A primeira questão se refere ao seguinte trecho:
“Почему мы победили Юденича, Колчака и Деникина, хотя им помогали капиталисты всего мира? Почему мы уверены, что победим теперь разруху, восстановим промышленность и земледелие?”
Para tornar a exposição mais fácil, vou mostrar a solução à qual cheguei:
“Por que vencemos Iudenich, Kolchak e Denikin, embora eles tenham sido auxiliados pelos capitalistas do mundo inteiro? Por que estamos certos de que agora venceremos o caos e restauraremos a indústria e a agricultura?”

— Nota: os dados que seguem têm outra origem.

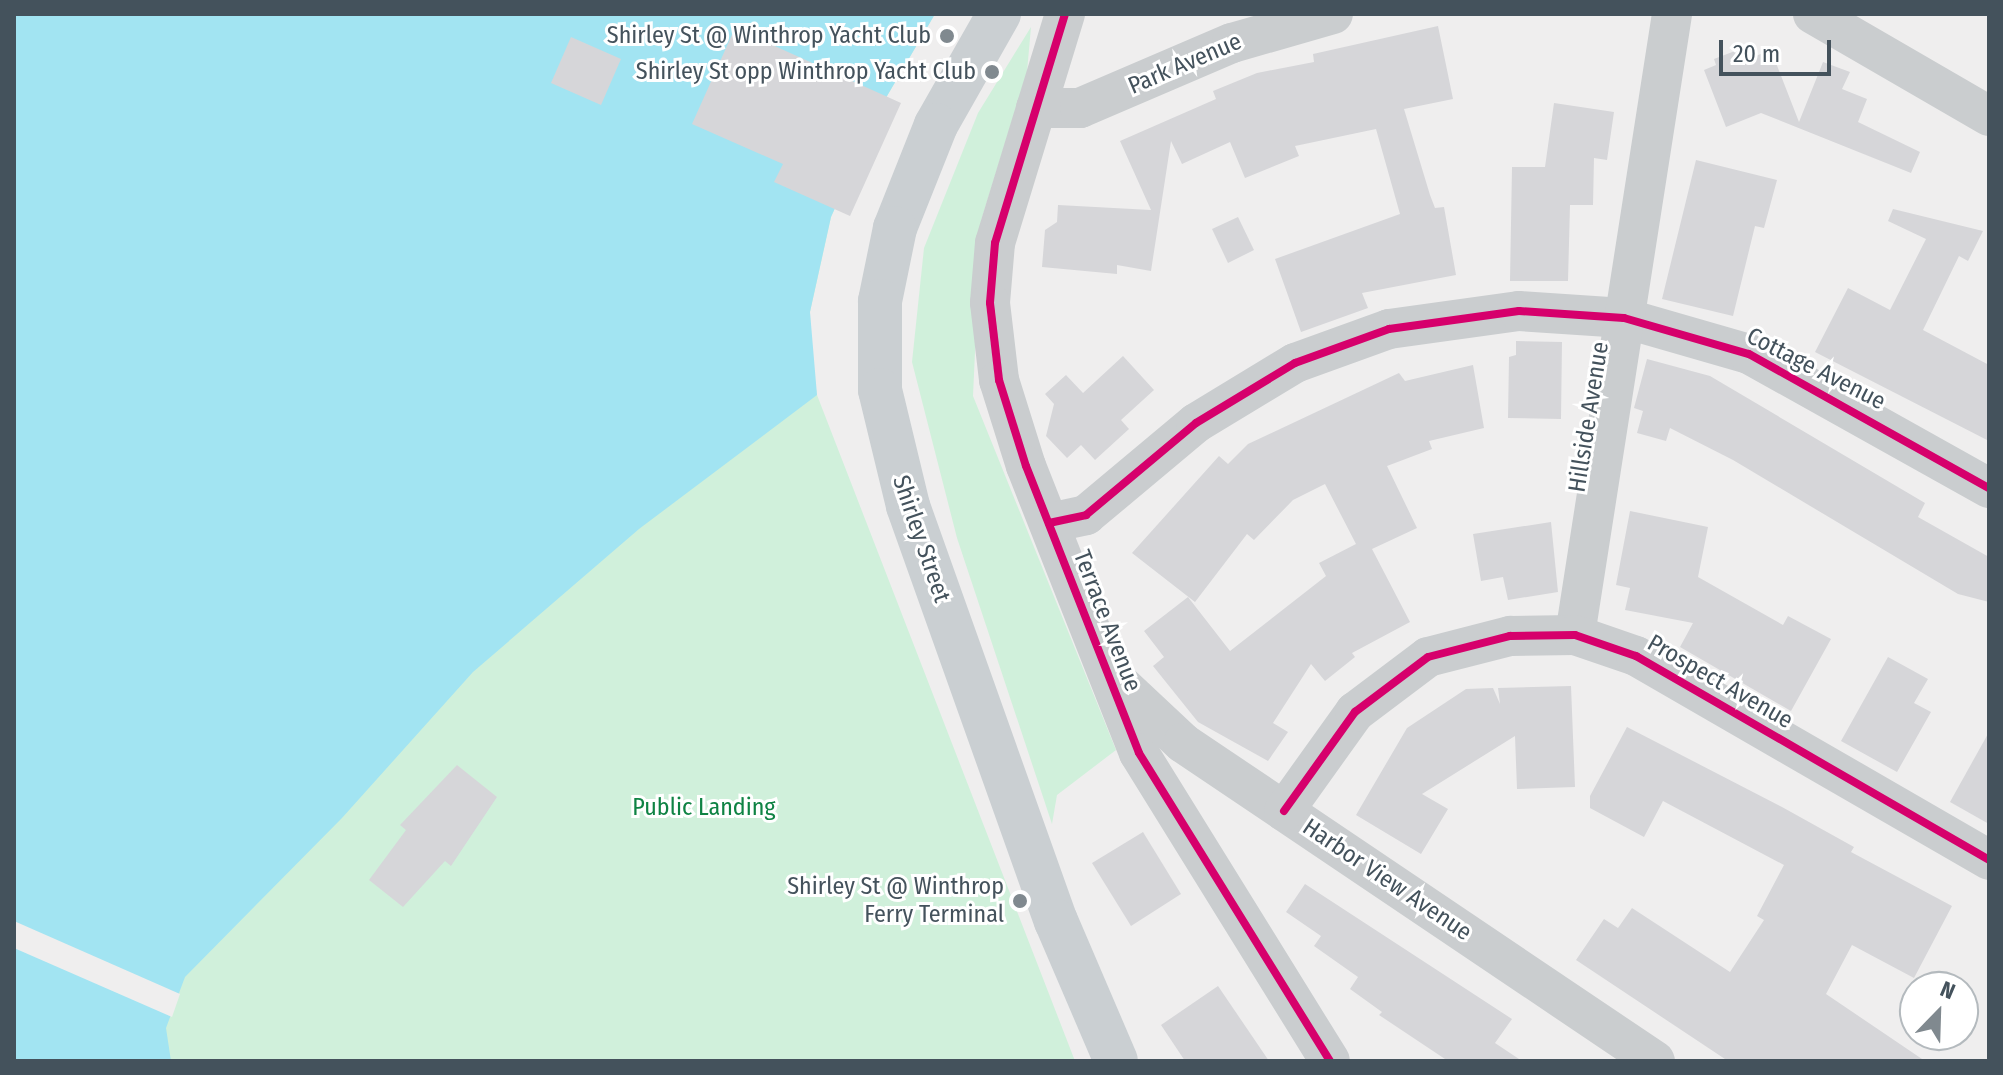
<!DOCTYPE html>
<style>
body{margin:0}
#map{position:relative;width:2003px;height:1075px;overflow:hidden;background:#efeeee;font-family:"Fira Sans Condensed",sans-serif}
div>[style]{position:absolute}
.green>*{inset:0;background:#d0f0db}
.water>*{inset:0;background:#a2e4f2}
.pier>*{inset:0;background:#efeeee}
.building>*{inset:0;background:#d6d6d9}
.street>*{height:40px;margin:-20px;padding:0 20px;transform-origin:20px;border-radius:20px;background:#cacdcf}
.secondary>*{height:44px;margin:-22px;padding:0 22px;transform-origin:22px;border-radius:22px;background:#cacfd2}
.cycleway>*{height:8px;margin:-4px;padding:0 4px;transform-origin:4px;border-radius:4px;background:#d6006c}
.dots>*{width:22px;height:22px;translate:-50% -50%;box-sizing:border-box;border:4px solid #fff;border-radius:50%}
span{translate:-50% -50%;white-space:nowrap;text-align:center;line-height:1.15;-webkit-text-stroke:6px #fff;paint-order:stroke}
.poi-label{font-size:24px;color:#44525c}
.right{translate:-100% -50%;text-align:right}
.street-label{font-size:24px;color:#44525c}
.park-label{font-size:24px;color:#0f8344}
.frame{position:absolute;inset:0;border:16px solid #44525c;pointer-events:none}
.north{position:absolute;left:1899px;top:971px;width:80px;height:80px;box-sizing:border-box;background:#fff;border:2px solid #b4babe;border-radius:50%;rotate:23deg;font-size:22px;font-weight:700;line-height:32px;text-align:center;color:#44525c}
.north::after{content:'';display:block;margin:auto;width:28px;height:36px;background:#80898f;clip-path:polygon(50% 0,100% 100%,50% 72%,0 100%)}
.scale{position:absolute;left:1719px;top:40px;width:112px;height:36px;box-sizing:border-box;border:4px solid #44525c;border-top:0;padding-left:10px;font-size:24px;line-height:28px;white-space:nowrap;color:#44525c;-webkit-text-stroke:6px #fff;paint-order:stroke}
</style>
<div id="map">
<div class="green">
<div style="clip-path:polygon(935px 14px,880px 108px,831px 217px,810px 312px,811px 355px,817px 395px,1075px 1061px,91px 1061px)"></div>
<div style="clip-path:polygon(1031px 27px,1027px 72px,981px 221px,973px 396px,1116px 750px,1057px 795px,1052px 824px,957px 538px,912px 362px,924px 248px,978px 113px)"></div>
</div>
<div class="water">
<div style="clip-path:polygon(14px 14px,935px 14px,880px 108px,831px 217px,810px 312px,817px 395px,639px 529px,473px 672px,342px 818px,185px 977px,166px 1028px,171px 1061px,14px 1061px)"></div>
</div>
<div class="pier">
<div style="clip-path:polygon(14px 921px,180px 994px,172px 1017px,14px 948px)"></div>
</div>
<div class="building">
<div style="clip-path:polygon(1438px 26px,1453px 99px,1404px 109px,1430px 195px,1435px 208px,1444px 207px,1456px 275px,1362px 293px,1368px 308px,1301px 332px,1275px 259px,1400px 214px,1376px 129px,1295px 146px,1299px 156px,1245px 178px,1230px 142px,1182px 164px,1171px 141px,1151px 271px,1117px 265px,1117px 274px,1042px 267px,1045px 230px,1057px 222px,1058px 205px,1151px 210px,1120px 141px,1216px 99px,1213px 91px,1257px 73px,1314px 62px,1313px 54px)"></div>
<div style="clip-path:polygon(735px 28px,901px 103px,850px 216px,774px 182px,783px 164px,692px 124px)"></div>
<div style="clip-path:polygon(571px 37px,621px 59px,601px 105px,551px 83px)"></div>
<div style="clip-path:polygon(1748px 46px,1753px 57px,1771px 50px,1799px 122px,1823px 62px,1850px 72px,1842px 89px,1867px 99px,1858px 122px,1920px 152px,1911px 173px,1761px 113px,1726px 127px,1704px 70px,1716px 65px,1714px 59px)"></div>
<div style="clip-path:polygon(1554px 103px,1614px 112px,1607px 160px,1594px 158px,1593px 205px,1570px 205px,1568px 281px,1510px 281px,1512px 167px,1545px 167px)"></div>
<div style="clip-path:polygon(1696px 160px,1777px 180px,1764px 228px,1755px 226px,1733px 316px,1662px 299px)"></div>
<div style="clip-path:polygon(1893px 209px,1983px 231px,1968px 261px,1959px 256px,1923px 330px,1989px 365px,1989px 441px,1815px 352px,1848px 288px,1890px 310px,1926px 239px,1888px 221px)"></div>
<div style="clip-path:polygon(1238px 217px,1254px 250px,1228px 263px,1212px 229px)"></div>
<div style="clip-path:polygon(1516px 341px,1562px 342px,1561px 419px,1508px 418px,1509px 357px,1516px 355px)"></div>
<div style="clip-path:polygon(1123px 356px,1154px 390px,1121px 420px,1129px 429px,1095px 460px,1081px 445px,1067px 458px,1046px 436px,1054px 404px,1045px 394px,1066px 375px,1083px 393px)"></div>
<div style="clip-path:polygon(1647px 359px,1710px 376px,1925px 503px,1918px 517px,1989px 557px,1989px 602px,1958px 594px,1733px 460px,1670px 428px,1666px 441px,1637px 433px,1643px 411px,1634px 408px)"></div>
<div style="clip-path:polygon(1473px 365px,1484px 428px,1429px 441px,1432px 449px,1387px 466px,1417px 528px,1372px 549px,1410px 622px,1352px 653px,1355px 657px,1325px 681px,1311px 664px,1273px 723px,1288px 732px,1268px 761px,1198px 722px,1153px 666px,1164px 657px,1144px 631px,1188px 597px,1230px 651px,1326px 576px,1319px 563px,1356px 544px,1325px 484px,1293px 500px,1254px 540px,1247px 534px,1195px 602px,1132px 553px,1219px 456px,1228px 464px,1248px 444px,1399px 373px,1405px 381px)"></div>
<div style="clip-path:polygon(1630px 511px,1708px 527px,1698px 577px,1783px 625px,1788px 616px,1831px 639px,1791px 711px,1680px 647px,1693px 623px,1625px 610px,1630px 588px,1616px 585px)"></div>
<div style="clip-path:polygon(1551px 522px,1558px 592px,1508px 600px,1503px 577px,1481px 581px,1473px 534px)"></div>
<div style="clip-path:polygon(1888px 657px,1928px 679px,1914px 703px,1931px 712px,1897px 772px,1841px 741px)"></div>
<div style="clip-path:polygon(1571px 686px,1575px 787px,1517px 789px,1515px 736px,1422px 794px,1448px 809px,1421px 854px,1356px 815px,1407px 728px,1466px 689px,1493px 688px,1500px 704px,1498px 688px)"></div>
<div style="clip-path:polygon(1627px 727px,1782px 807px,1854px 847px,1851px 852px,1952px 906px,1914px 978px,1852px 945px,1826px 994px,1925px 1061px,1728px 1061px,1576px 960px,1604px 919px,1618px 928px,1632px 908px,1730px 972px,1764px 920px,1757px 916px,1784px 865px,1663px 801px,1644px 837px,1590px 808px,1590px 796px)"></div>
<div style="clip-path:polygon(1989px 732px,1989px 824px,1950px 802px)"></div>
<div style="clip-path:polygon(457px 765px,497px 797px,451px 866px,445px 861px,403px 907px,369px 880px,406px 830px,400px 825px)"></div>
<div style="clip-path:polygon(1143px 832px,1181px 894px,1131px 926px,1092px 863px)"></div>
<div style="clip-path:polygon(1305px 884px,1512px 1019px,1495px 1043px,1522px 1061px,1448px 1061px,1379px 1015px,1382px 1012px,1350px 989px,1358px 977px,1314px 946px,1321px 936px,1286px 912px)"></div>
<div style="clip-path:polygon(1218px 986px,1269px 1061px,1185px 1061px,1161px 1025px)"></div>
</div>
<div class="street">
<div style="left:1065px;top:14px;width:239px;rotate:107deg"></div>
<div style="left:995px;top:243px;width:60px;rotate:94.8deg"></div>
<div style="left:990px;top:303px;width:78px;rotate:83.3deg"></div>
<div style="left:999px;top:380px;width:90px;rotate:72.6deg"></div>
<div style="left:1026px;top:466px;width:308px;rotate:68.5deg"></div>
<div style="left:1139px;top:753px;width:362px;rotate:58.2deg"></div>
<div style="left:1813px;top:14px;width:203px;rotate:30.1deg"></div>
<div style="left:1036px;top:108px;width:44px"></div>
<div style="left:1080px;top:108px;width:165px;rotate:-23.2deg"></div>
<div style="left:1232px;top:43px;width:105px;rotate:-16deg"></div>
<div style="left:1049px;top:523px;width:38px;rotate:-12deg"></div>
<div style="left:1086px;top:515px;width:143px;rotate:-39.9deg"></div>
<div style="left:1196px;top:423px;width:116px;rotate:-31.2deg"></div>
<div style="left:1295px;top:363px;width:100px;rotate:-19.9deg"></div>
<div style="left:1389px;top:329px;width:131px;rotate:-7.9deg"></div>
<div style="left:1519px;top:311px;width:105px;rotate:3.8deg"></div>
<div style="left:1624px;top:318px;width:130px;rotate:16.1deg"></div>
<div style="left:1749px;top:354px;width:275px;rotate:29.2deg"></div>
<div style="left:1575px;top:635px;width:629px;rotate:-81.12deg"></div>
<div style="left:1118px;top:682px;width:89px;rotate:43.2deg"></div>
<div style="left:1183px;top:743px;width:569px;rotate:33.97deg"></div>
<div style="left:1284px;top:811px;width:122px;rotate:-54.4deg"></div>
<div style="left:1355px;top:712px;width:91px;rotate:-37deg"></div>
<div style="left:1428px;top:657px;width:85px;rotate:-14.4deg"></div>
<div style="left:1510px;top:636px;width:65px;rotate:-0.9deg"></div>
<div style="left:1575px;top:635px;width:65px;rotate:19deg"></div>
<div style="left:1636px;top:656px;width:408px;rotate:30deg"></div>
</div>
<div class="secondary">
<div style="left:999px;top:14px;width:128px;rotate:119.6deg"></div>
<div style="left:936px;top:125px;width:111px;rotate:111.7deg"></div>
<div style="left:895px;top:228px;width:75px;rotate:101.6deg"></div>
<div style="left:880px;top:301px;width:89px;rotate:90deg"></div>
<div style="left:880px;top:390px;width:119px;rotate:76.4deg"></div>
<div style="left:908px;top:506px;width:441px;rotate:70.4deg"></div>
<div style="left:1056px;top:921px;width:152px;rotate:66.8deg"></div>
</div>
<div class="cycleway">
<div style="left:1065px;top:14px;width:239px;rotate:107deg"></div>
<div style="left:995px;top:243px;width:60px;rotate:94.8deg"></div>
<div style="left:990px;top:303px;width:78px;rotate:83.3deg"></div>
<div style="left:999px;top:380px;width:90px;rotate:72.6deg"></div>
<div style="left:1026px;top:466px;width:308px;rotate:68.5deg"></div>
<div style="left:1139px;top:753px;width:362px;rotate:58.2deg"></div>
<div style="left:1049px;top:523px;width:38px;rotate:-12deg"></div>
<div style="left:1086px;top:515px;width:143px;rotate:-39.9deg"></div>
<div style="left:1196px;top:423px;width:116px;rotate:-31.2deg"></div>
<div style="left:1295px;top:363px;width:100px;rotate:-19.9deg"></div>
<div style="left:1389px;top:329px;width:131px;rotate:-7.9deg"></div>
<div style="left:1519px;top:311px;width:105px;rotate:3.8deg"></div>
<div style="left:1624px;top:318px;width:130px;rotate:16.1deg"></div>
<div style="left:1749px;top:354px;width:275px;rotate:29.2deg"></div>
<div style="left:1284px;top:811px;width:122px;rotate:-54.4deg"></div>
<div style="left:1355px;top:712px;width:91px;rotate:-37deg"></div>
<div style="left:1428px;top:657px;width:85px;rotate:-14.4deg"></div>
<div style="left:1510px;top:636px;width:65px;rotate:-0.9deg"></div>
<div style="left:1575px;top:635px;width:65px;rotate:19deg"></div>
<div style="left:1636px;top:656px;width:408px;rotate:30deg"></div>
</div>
<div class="dots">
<div style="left:947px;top:36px;background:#80898f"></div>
<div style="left:992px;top:72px;background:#80898f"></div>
<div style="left:1020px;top:901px;background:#80898f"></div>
</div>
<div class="poi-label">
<span class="right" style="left:931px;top:36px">Shirley St @ Winthrop Yacht Club</span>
<span class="right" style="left:976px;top:72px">Shirley St opp Winthrop Yacht Club</span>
<span class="right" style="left:1004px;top:901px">Shirley St @ Winthrop<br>Ferry Terminal</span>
</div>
<div class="street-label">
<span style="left:1185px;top:64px;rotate:-23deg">Park Avenue</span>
<span style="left:1816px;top:369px;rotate:27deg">Cottage Avenue</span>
<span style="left:1589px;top:417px;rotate:-81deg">Hillside Avenue</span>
<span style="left:921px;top:539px;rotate:71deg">Shirley Street</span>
<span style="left:1107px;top:621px;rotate:69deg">Terrace Avenue</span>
<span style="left:1720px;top:682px;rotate:30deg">Prospect Avenue</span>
<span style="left:1387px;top:880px;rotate:34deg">Harbor View Avenue</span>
</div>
<div class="park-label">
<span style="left:704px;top:808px">Public Landing</span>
</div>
<div class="frame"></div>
<div class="north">N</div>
<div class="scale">20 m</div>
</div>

Inicialmente, levando em conta o fato descrito, fiquei tentado a traduzir o início da frase assim: “Como foi que vencemos...” ou “Como foi que conseguimos vencer...”, e queria manter o “Por que estamos certos...” posterior. Contudo, julguei que essa repetição de “Почему мы...” dava um efeito de complementação por meio da repetição, então mantive intacto o “Por que...”, e retirei o “nós/мы” para dar mais dinamismo à frase. Eu também quis traduzir o “победили” inicial (pretérito do verbo “победить”, que pode significar “vencer”, “derrotar” ou “superar”, conforme o contexto) como “derrotamos”, pois se tratava de uma derrota militar imposta aos líderes do Exército Branco. Mas daí ia quebrar a repetição com o “победим” (“venceremos”, futuro do mesmo verbo “победить”), que até poderia ser traduzido como “superaremos”, “ultrapassaremos” etc., mas que cabia muito bem como “venceremos”. Então, o efeito ficaria algo parecido como: “Por que vencemos...? E por que venceremos...?”
Notável é que a tradução inglesa disponível no site Marxists.org, entre outras perdas de sutileza, apresenta o trecho da seguinte forma: “How was it that we conquered Yudenich, Kolchak and Denikin, although they had help from capitalists of the whole world? Why are we sure that we will now overcome the ruin and rebuild our industry and agriculture?” Ou seja, as duas repetições são perdidas para “How was it that we...”/“Why are we...” e “conquered”/“overcome”. O tradutor para o inglês também deixou escapar uma falta de constância ao traduzir, mesmo em ocorrências distantes, a expressão “мы уверены, что...”, que fixei como “estamos certos de que...” (mas que poderia tomar outras formas), numa vez como “we are sure that...” (na verdade, “... are we sure that...”) e na outra, “we are convinced that...”. Não sei, claro, com meu pouco conhecimento técnico de inglês, se as contingências exigiriam essas formas diferentes, mas no russo parecia não haver distinção.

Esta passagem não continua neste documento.